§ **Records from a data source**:
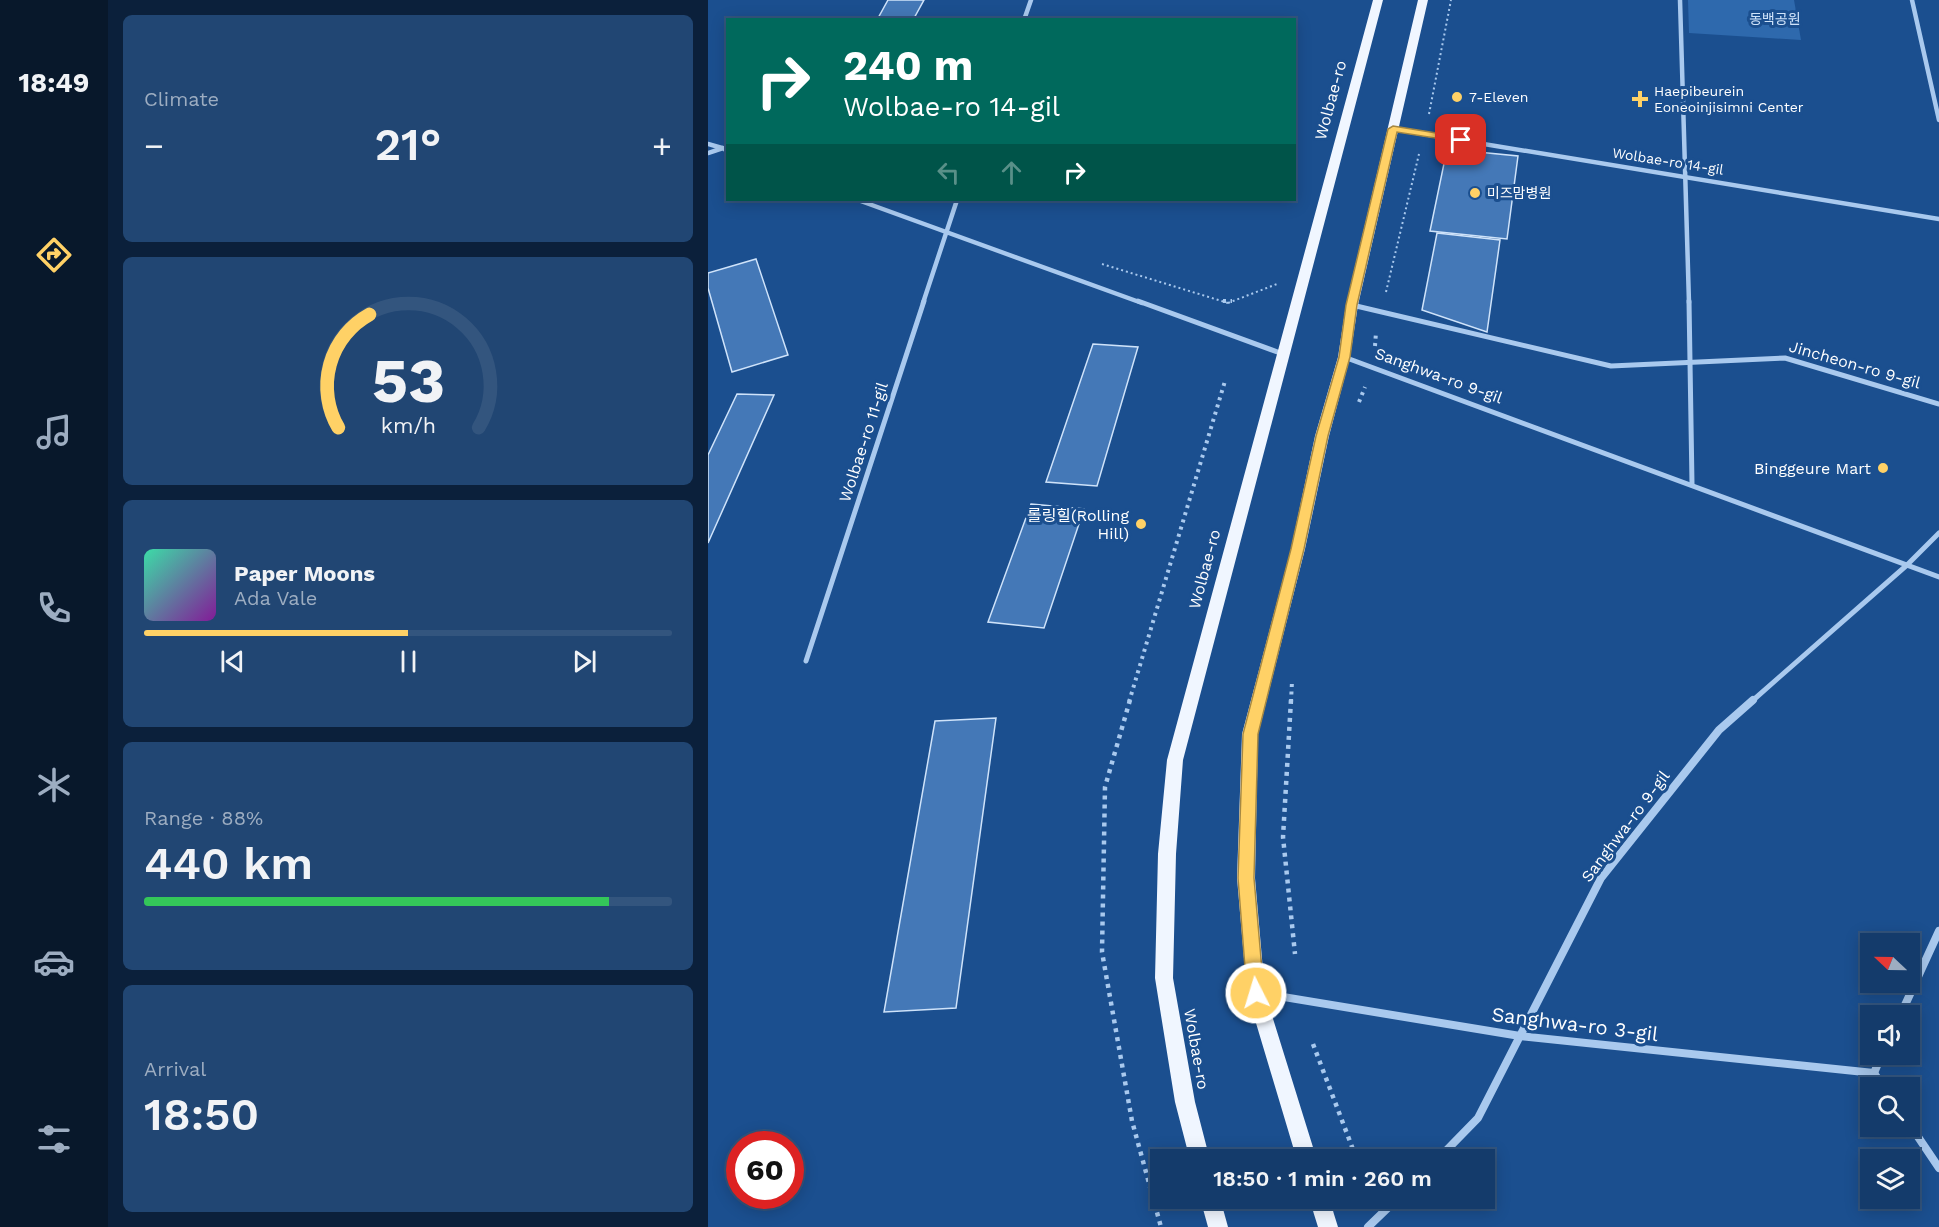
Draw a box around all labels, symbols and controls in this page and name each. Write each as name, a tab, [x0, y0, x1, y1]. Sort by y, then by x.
park label: 동백공원	[1749, 11, 1801, 27]
text: 240 m	[843, 41, 973, 90]
icon: right	[744, 42, 822, 120]
street label: Wolbae-ro	[1311, 58, 1350, 142]
text: 18:49	[19, 67, 89, 99]
place label: Haepibeurein Eoneoinjisimni Center	[1654, 83, 1804, 115]
text: Climate	[144, 87, 219, 111]
place label: 7-Eleven	[1469, 89, 1528, 105]
marker: 7-Eleven	[1450, 90, 1464, 104]
marker: Haepibeurein Eoneoinjisimni Center	[1631, 90, 1649, 108]
text: Wolbae-ro 14-gil	[843, 91, 1060, 123]
pin	[1435, 114, 1486, 165]
text: 21°	[374, 118, 442, 171]
icon: arrive	[1444, 123, 1477, 156]
text: −	[144, 126, 164, 165]
text: +	[652, 126, 672, 165]
street label: Wolbae-ro 14-gil	[1611, 144, 1726, 178]
icon: left	[932, 156, 965, 189]
icon: ahead	[995, 156, 1028, 189]
icon: right	[1058, 156, 1091, 189]
place label: 미즈맘병원	[1487, 185, 1551, 201]
marker: 미즈맘병원	[1468, 186, 1482, 200]
icon: directions	[33, 234, 75, 276]
street label: Jincheon-ro 9-gil	[1787, 337, 1923, 392]
text: 53	[371, 344, 445, 417]
street label: Sanghwa-ro 9-gil	[1372, 344, 1505, 407]
street label: Wolbae-ro 11-gil	[835, 380, 892, 505]
icon: music	[33, 411, 75, 453]
text: km/h	[380, 414, 436, 439]
place label: Binggeure Mart	[1754, 459, 1871, 478]
marker: Binggeure Mart	[1876, 461, 1890, 475]
place label: 롤링힐(Rolling Hill)	[1027, 506, 1129, 543]
marker: 롤링힐(Rolling Hill)	[1134, 517, 1148, 531]
street label: Wolbae-ro	[1185, 527, 1224, 611]
text: Paper Moons	[234, 561, 375, 586]
text: Ada Vale	[234, 586, 317, 610]
icon: phone	[33, 587, 75, 629]
icon: previous	[216, 645, 249, 678]
icon: pause	[392, 645, 425, 678]
icon: next	[568, 645, 601, 678]
icon: climate	[33, 764, 75, 806]
street label: Sanghwa-ro 9-gil	[1577, 767, 1674, 886]
text: Range · 88%	[144, 806, 263, 830]
text: 440 km	[144, 837, 313, 890]
north arrow	[1860, 933, 1920, 993]
map controls	[1860, 933, 1920, 1209]
icon: car	[33, 941, 75, 983]
position arrow	[1224, 961, 1288, 1025]
street label: Sanghwa-ro 3-gil	[1490, 1002, 1660, 1046]
button: sound	[1860, 1005, 1920, 1065]
street label: Wolbae-ro	[1180, 1007, 1213, 1091]
text: Arrival	[144, 1057, 206, 1081]
button: search	[1860, 1077, 1920, 1137]
text: 18:50	[144, 1088, 259, 1141]
icon: filters	[33, 1118, 75, 1160]
speed limit sign: 60	[726, 1131, 804, 1209]
button: layers	[1860, 1149, 1920, 1209]
text: 18:50 · 1 min · 260 m	[1213, 1166, 1432, 1191]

§ **Work instructions**: Return each line in the records that holds the string "place".

§ **Solved problem**:
place label: Haepibeurein Eoneoinjisimni Center	[1654, 83, 1804, 115]
place label: 7-Eleven	[1469, 89, 1528, 105]
place label: 미즈맘병원	[1487, 185, 1551, 201]
place label: Binggeure Mart	[1754, 459, 1871, 478]
place label: 롤링힐(Rolling Hill)	[1027, 506, 1129, 543]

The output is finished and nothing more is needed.